» **Task prompt**
A word-for-word copy of the records below is required.

» **Given information**
* * * *

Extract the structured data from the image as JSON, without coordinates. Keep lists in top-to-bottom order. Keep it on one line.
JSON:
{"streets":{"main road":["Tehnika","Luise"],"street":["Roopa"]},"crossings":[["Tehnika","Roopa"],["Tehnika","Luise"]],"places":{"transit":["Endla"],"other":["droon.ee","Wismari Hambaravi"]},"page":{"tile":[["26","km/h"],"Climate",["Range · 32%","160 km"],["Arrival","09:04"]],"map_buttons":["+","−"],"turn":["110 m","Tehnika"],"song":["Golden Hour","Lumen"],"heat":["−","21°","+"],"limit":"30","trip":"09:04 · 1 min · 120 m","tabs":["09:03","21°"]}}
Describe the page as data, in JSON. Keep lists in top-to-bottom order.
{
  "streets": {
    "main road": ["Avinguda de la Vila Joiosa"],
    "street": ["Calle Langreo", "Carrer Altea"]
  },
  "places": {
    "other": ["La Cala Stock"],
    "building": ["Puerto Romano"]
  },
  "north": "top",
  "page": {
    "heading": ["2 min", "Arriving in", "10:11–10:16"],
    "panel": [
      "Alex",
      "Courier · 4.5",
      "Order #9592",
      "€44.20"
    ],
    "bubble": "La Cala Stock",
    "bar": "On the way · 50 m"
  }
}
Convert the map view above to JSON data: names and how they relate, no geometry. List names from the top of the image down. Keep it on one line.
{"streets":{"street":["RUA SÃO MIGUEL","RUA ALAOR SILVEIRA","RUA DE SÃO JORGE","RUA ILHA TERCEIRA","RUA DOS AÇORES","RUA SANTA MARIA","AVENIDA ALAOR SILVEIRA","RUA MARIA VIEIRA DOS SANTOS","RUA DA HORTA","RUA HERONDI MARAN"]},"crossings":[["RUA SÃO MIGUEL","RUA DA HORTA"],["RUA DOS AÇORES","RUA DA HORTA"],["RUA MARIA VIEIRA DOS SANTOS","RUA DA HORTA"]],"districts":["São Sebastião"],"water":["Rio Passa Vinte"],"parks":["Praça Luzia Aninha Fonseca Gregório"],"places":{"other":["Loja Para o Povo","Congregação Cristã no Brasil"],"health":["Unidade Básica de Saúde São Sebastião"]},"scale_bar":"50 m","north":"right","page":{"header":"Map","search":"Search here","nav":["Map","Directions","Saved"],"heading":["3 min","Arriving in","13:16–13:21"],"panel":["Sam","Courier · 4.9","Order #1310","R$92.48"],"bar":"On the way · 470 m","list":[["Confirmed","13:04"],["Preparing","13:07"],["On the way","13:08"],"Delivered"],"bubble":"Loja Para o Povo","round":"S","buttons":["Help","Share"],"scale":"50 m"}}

* * * *

» **Response**
Extract the structured data from the image as JSON, without coordinates. Keep lists in top-to-bottom order. Keep it on one line.
JSON:
{"streets":{"main road":["Tehnika","Luise"],"street":["Roopa"]},"crossings":[["Tehnika","Roopa"],["Tehnika","Luise"]],"places":{"transit":["Endla"],"other":["droon.ee","Wismari Hambaravi"]},"page":{"tile":[["26","km/h"],"Climate",["Range · 32%","160 km"],["Arrival","09:04"]],"map_buttons":["+","−"],"turn":["110 m","Tehnika"],"song":["Golden Hour","Lumen"],"heat":["−","21°","+"],"limit":"30","trip":"09:04 · 1 min · 120 m","tabs":["09:03","21°"]}}
Describe the page as data, in JSON. Keep lists in top-to-bottom order.
{
  "streets": {
    "main road": ["Avinguda de la Vila Joiosa"],
    "street": ["Calle Langreo", "Carrer Altea"]
  },
  "places": {
    "other": ["La Cala Stock"],
    "building": ["Puerto Romano"]
  },
  "north": "top",
  "page": {
    "heading": ["2 min", "Arriving in", "10:11–10:16"],
    "panel": [
      "Alex",
      "Courier · 4.5",
      "Order #9592",
      "€44.20"
    ],
    "bubble": "La Cala Stock",
    "bar": "On the way · 50 m"
  }
}
Convert the map view above to JSON data: names and how they relate, no geometry. List names from the top of the image down. Keep it on one line.
{"streets":{"street":["RUA SÃO MIGUEL","RUA ALAOR SILVEIRA","RUA DE SÃO JORGE","RUA ILHA TERCEIRA","RUA DOS AÇORES","RUA SANTA MARIA","AVENIDA ALAOR SILVEIRA","RUA MARIA VIEIRA DOS SANTOS","RUA DA HORTA","RUA HERONDI MARAN"]},"crossings":[["RUA SÃO MIGUEL","RUA DA HORTA"],["RUA DOS AÇORES","RUA DA HORTA"],["RUA MARIA VIEIRA DOS SANTOS","RUA DA HORTA"]],"districts":["São Sebastião"],"water":["Rio Passa Vinte"],"parks":["Praça Luzia Aninha Fonseca Gregório"],"places":{"other":["Loja Para o Povo","Congregação Cristã no Brasil"],"health":["Unidade Básica de Saúde São Sebastião"]},"scale_bar":"50 m","north":"right","page":{"header":"Map","search":"Search here","nav":["Map","Directions","Saved"],"heading":["3 min","Arriving in","13:16–13:21"],"panel":["Sam","Courier · 4.9","Order #1310","R$92.48"],"bar":"On the way · 470 m","list":[["Confirmed","13:04"],["Preparing","13:07"],["On the way","13:08"],"Delivered"],"bubble":"Loja Para o Povo","round":"S","buttons":["Help","Share"],"scale":"50 m"}}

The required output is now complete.